▸ WHAT TO WORK ON
All lines from the one that contains "Instruction: Read this" through the final line of the entries must be repeated exactly. No other lines belong in the output.

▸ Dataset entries
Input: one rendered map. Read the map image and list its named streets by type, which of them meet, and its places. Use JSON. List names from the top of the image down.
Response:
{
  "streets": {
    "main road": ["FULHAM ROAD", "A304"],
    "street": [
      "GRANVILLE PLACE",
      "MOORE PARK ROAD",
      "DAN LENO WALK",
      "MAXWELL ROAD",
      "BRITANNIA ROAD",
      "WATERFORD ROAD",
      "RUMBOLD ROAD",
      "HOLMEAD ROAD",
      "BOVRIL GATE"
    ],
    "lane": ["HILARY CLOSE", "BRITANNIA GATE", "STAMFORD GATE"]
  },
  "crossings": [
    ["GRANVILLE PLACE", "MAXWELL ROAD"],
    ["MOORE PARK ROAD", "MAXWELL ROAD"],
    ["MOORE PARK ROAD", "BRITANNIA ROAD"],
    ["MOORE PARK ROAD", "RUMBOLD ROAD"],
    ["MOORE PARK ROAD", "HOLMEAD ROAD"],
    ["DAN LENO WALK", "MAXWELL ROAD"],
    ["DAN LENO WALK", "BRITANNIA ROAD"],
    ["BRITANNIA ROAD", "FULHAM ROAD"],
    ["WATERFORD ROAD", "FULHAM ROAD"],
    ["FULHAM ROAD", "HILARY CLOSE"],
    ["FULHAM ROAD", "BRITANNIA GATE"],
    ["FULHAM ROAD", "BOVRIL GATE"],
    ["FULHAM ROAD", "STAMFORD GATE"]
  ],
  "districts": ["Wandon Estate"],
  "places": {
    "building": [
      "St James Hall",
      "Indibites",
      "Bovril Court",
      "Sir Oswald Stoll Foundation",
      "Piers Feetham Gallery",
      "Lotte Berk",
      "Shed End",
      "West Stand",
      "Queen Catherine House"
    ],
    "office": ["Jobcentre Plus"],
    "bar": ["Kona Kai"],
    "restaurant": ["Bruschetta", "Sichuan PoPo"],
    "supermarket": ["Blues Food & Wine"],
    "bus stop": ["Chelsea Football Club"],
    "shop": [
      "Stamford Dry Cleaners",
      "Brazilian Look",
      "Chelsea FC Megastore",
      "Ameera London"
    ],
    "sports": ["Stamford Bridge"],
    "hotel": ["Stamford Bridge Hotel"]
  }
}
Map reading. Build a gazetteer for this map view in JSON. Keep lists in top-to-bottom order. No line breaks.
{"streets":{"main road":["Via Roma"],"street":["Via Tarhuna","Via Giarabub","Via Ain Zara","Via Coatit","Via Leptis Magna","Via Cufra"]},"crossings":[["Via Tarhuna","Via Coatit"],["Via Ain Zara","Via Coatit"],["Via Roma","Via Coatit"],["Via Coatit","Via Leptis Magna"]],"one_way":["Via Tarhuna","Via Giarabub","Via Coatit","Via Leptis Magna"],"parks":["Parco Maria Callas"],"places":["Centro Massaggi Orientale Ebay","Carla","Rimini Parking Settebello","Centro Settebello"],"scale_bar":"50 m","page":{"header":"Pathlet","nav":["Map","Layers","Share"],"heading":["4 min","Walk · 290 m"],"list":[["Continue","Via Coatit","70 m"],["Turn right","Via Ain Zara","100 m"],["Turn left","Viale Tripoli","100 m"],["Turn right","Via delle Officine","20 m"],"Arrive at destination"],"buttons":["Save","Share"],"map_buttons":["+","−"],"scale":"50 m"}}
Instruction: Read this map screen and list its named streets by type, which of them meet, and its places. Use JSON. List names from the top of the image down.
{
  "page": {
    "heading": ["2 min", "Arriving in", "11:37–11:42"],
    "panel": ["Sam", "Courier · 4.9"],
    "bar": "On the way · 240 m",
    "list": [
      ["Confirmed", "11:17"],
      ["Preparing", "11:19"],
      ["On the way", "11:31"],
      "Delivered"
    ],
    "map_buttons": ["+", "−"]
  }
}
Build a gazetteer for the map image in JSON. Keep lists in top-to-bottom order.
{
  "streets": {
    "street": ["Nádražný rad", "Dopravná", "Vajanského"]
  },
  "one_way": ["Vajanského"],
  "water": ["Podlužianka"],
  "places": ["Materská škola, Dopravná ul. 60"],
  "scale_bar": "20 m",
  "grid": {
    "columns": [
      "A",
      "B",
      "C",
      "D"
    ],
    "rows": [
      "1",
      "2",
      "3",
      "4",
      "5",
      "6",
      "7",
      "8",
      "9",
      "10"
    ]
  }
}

▸ OUTPUT
Instruction: Read this map screen and list its named streets by type, which of them meet, and its places. Use JSON. List names from the top of the image down.
{
  "page": {
    "heading": ["2 min", "Arriving in", "11:37–11:42"],
    "panel": ["Sam", "Courier · 4.9"],
    "bar": "On the way · 240 m",
    "list": [
      ["Confirmed", "11:17"],
      ["Preparing", "11:19"],
      ["On the way", "11:31"],
      "Delivered"
    ],
    "map_buttons": ["+", "−"]
  }
}
Build a gazetteer for the map image in JSON. Keep lists in top-to-bottom order.
{
  "streets": {
    "street": ["Nádražný rad", "Dopravná", "Vajanského"]
  },
  "one_way": ["Vajanského"],
  "water": ["Podlužianka"],
  "places": ["Materská škola, Dopravná ul. 60"],
  "scale_bar": "20 m",
  "grid": {
    "columns": [
      "A",
      "B",
      "C",
      "D"
    ],
    "rows": [
      "1",
      "2",
      "3",
      "4",
      "5",
      "6",
      "7",
      "8",
      "9",
      "10"
    ]
  }
}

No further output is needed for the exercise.